Subito l'afferro per i capelli strattonandola poi la getto a terra. Lei urla. Sto per colpirla con i fulmini di forza, quando il comandante del cinquecento un'esimo si getta in ginocchio davanti a me. Sia io, che mio marito sappiamo del loro legame sentimentale.

- Mi signora, la prego abbia pietà. È solo una donna debole e di buon cuore. La supplico. Punisca me. - Lo scanso con un solo gesto della mano grazie all'uso della forza e lui vola addosso al muro.

- Questa volta ti ammazzo, lurida schiava che non sei altro. - Comincio a torturala con i fulmini della forza e le sue grida per me sono musica.

- Madre, madre. Basta ti prego. La schiava non ce la fa più, smettila. - È la voce di Vader. Lo vedo giungere veloce dalla sala da pranzo.

- Figlio mio. - Mi volto è dietro di me. Subito gli assesto uno schiaffo.

- Hai osato disubbidire...- Sto per colpirlo di nuovo, quando sento la mia vestaglia tirare. Abbasso lo sguardo è la schiava che si sta aggrappando al mio prezioso abito. Schifata la scanso.

- No, no mia signora era svenuto e io l'ho trascinato via. - Anche la sua voce mi infastidisce, è così pietosa. Sta proteggendo Vader, come farebbe una madre per il proprio figlio. Non lo ascolto. La mia attenzione è rivolta a mio figlio, finalmente sto per sfogare la mia frustrazione e rabbia, quando vengo di nuovo bloccata. Il soldato CT-7567 si è piazzato di fronte a me, impedendomi di colpire Vader e prendendosi lo schiaffo al suo posto.

- Mia signora, io e Shmi abbiamo portato via Lord Vader ormai privo di coscienza. Glielo giuro. - La voce del soldato è ferma e risoluta, non sembra temere una ripercussione.

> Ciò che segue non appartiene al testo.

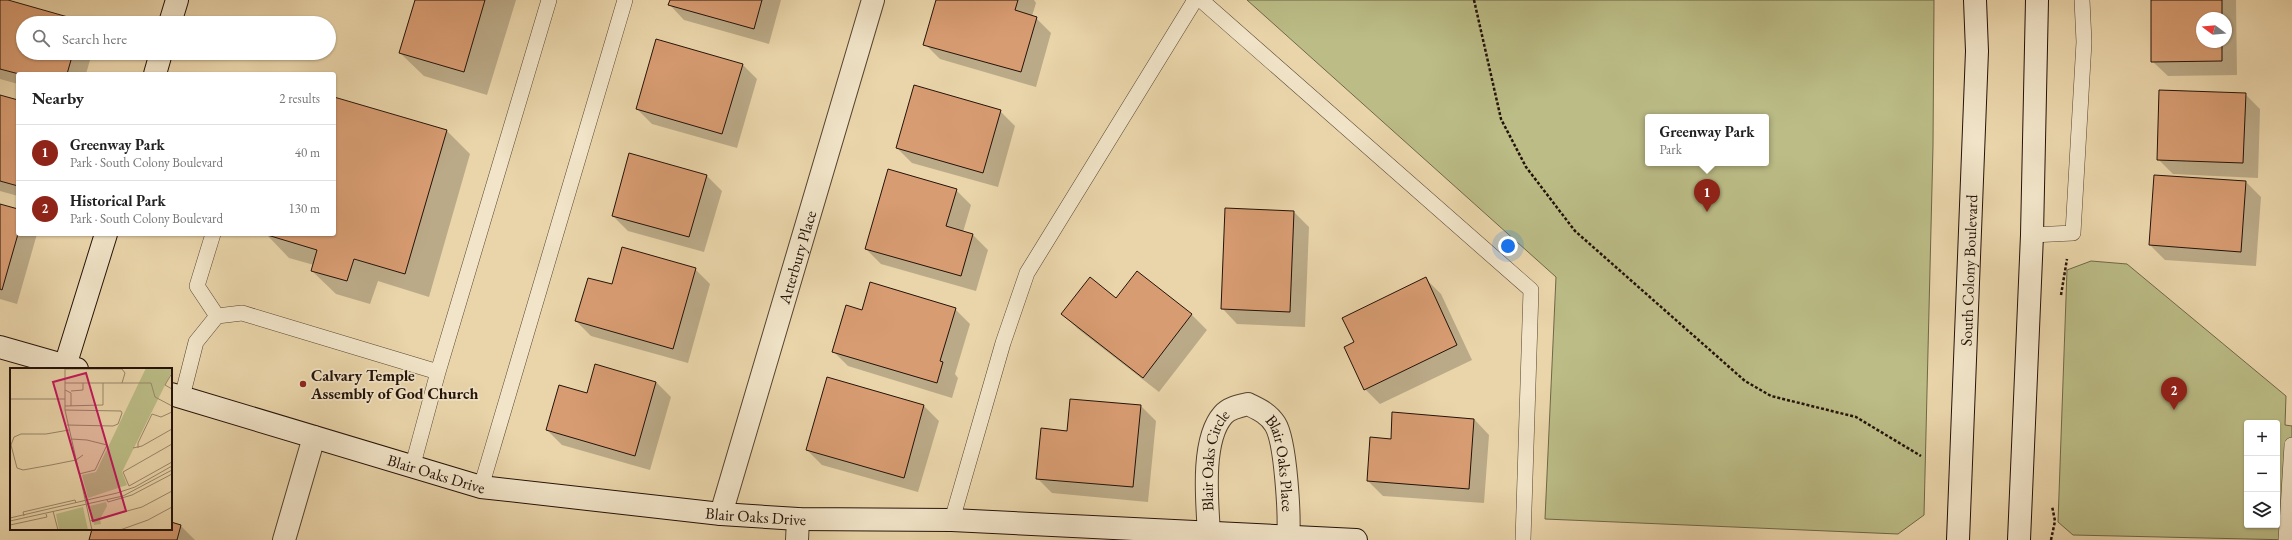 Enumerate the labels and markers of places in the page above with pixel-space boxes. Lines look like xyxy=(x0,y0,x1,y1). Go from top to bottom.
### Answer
pin: 1 xyxy=(1694,179,1720,212)
place label: Calvary Temple Assembly of God Church xyxy=(310,365,478,404)
pin: 2 xyxy=(2161,377,2187,410)
marker: Calvary Temple Assembly of God Church xyxy=(298,379,308,389)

Li guardo e poi fisso il volto triste di Vader. Punirli sarà un vero piacere.
- Figlio è la verità? -
Lui lì guarda e poi guarda me. Non sa cosa dire. Rido.
- Non importa li punirò ugualmente. - Questa situazione mi sta divertendo moltissimo.

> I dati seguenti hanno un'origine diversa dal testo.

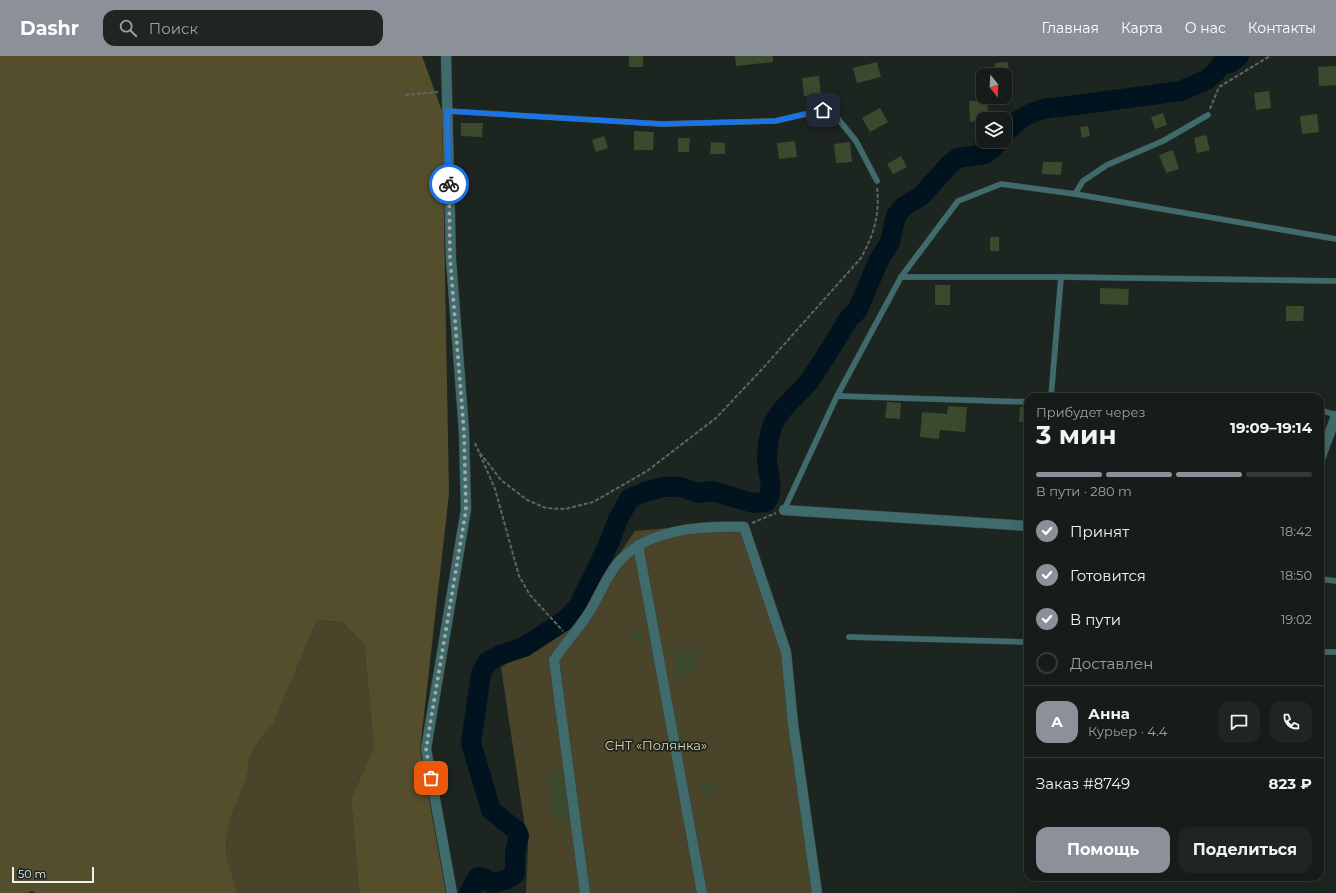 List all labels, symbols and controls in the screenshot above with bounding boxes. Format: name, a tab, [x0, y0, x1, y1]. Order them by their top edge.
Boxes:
search box	[103, 10, 383, 46]
text: Dashr	[20, 17, 79, 40]
icon: search	[117, 17, 139, 39]
text: Поиск	[149, 19, 198, 38]
text: Главная	[1041, 19, 1099, 37]
text: Карта	[1121, 19, 1163, 37]
text: О нас	[1185, 19, 1226, 37]
text: Контакты	[1248, 19, 1316, 37]
north arrow	[976, 68, 1012, 104]
map controls	[976, 68, 1012, 148]
pin	[806, 93, 840, 127]
icon: home	[812, 99, 834, 121]
button: layers	[976, 112, 1012, 148]
courier	[429, 164, 469, 204]
icon: bike	[438, 173, 460, 195]
text: Прибудет через	[1036, 404, 1145, 420]
text: 19:09–19:14	[1230, 418, 1312, 437]
text: 3 мин	[1036, 419, 1116, 451]
text: В пути · 280 m	[1036, 483, 1132, 499]
icon: check	[1036, 520, 1058, 542]
text: Принят	[1070, 522, 1129, 541]
text: 18:42	[1280, 523, 1312, 539]
icon: check	[1036, 564, 1058, 586]
text: Готовится	[1070, 566, 1146, 585]
text: 18:50	[1280, 567, 1312, 583]
icon: check	[1036, 608, 1058, 630]
text: В пути	[1070, 610, 1121, 629]
text: 19:02	[1281, 611, 1312, 627]
text: Доставлен	[1070, 654, 1153, 673]
button: chat	[1218, 701, 1260, 743]
button: phone	[1270, 701, 1312, 743]
text: Анна	[1088, 704, 1130, 723]
text: А	[1051, 712, 1063, 731]
text: Курьер · 4.4	[1088, 723, 1167, 739]
park label: СНТ «Полянка»	[605, 737, 707, 753]
pin	[414, 761, 448, 795]
icon: bag	[420, 767, 442, 789]
text: Заказ #8749	[1036, 774, 1130, 793]
text: 823 ₽	[1268, 774, 1312, 793]
button: Помощь	[1036, 827, 1170, 873]
button: Поделиться	[1178, 827, 1312, 873]
scale bar	[12, 865, 94, 884]
text: 50 m	[18, 867, 46, 881]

Vader mi guarda con astio mentre lì punisco con l'uso dei fulmini. Da lontano percepisco la presenza di mio marito.

-Sono stufa! Vader, vai subito nelle tue stanze dritto a studiare e non ti voglio vedere fino a pranzo è chiaro? -
abbassa lo sguardo spaventato udendo la severità e il tono minaccioso che ho impiegato.

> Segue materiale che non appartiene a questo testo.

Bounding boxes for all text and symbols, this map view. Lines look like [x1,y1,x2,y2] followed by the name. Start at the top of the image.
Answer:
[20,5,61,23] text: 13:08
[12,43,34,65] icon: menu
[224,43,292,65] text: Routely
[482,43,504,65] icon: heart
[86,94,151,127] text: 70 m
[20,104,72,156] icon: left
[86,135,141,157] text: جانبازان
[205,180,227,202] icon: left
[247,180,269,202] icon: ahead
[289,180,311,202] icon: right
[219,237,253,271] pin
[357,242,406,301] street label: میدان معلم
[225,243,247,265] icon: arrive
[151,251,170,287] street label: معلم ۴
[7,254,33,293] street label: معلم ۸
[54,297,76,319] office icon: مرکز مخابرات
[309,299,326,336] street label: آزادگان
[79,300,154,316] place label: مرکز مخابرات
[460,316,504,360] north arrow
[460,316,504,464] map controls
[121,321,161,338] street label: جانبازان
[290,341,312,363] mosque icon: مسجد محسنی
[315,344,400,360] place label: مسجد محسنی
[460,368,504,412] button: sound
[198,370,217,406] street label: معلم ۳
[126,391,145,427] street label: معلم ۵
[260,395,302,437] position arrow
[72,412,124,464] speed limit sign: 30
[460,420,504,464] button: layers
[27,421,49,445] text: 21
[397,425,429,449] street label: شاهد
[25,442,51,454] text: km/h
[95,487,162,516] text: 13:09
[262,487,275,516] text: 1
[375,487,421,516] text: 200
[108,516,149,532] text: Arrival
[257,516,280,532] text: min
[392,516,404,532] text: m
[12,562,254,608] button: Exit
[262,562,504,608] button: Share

- Sì madre. Come desideri. - Risponde a bassa voce. Lo vedo allontanarsi diretto nel salone.

In contemporanea rivolgo la mia attenzione all'uomo e alla donna a terra che guardo con odio e sufficienza - Ti giuro Shmi verrà il giorno in cui te e Rex morirete. Lui è mio e di mio marito. Ricordati, che sei solo una stupida e inutile schiava. -
Poi volto loro le spalle lasciando il soldato e la schiava nel suolo impolverato dalla sabbia del deserto.

Devo sbarazzarmi di lei. Ho sbagliato a farla restare in vita. Tornata dalla missione me ne occuperò personalmente.